Namely, there's an adjunction between $kG-bimod$ and $kG-mod$ (I mean left modules): forgetful right adjoint functor $\rho$ sends a bimodule $A$ to the module $\rho A$ where action is conjugation, and left adjoint $\lambda$ is $M \mapsto \lambda M := M \otimes_k kG$. Right action is multiplication in $kG$, and left action is $h \cdot \sum_G m \otimes g = \sum_G hm \otimes hg$.

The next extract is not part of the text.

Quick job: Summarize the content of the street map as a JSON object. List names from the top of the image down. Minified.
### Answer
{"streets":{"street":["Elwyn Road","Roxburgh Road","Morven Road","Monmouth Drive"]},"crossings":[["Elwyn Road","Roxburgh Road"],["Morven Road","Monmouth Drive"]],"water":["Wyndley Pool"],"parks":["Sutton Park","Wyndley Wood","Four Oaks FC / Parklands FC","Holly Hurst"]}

So, now we can get a string of identifications

$$HH^*(kG, A) = Ext_{bimod}(kG, A) = Ext_{bimod}(\lambda k, A) = Ext_{mod}(k, \rho A) = H^*(G, \rho A)$$

In particular, Hochschild cohomological dimension of a group ring is equal to comohomological dimension of a group itself, and $HH^*(kG, k) = H^*(G, k)$. (so if your group is free, there's no second cohomology at all)

Everything above is pretty much copied verbatim from chapter X of Homological algebra by Cartan and Eilenberg.

I'd suggest looking at Dan Burghelea and Sarah Witherspoons papers for further reading, but cannot provide explicit references for a while (because searching old papers from a phone is somewhat difficult).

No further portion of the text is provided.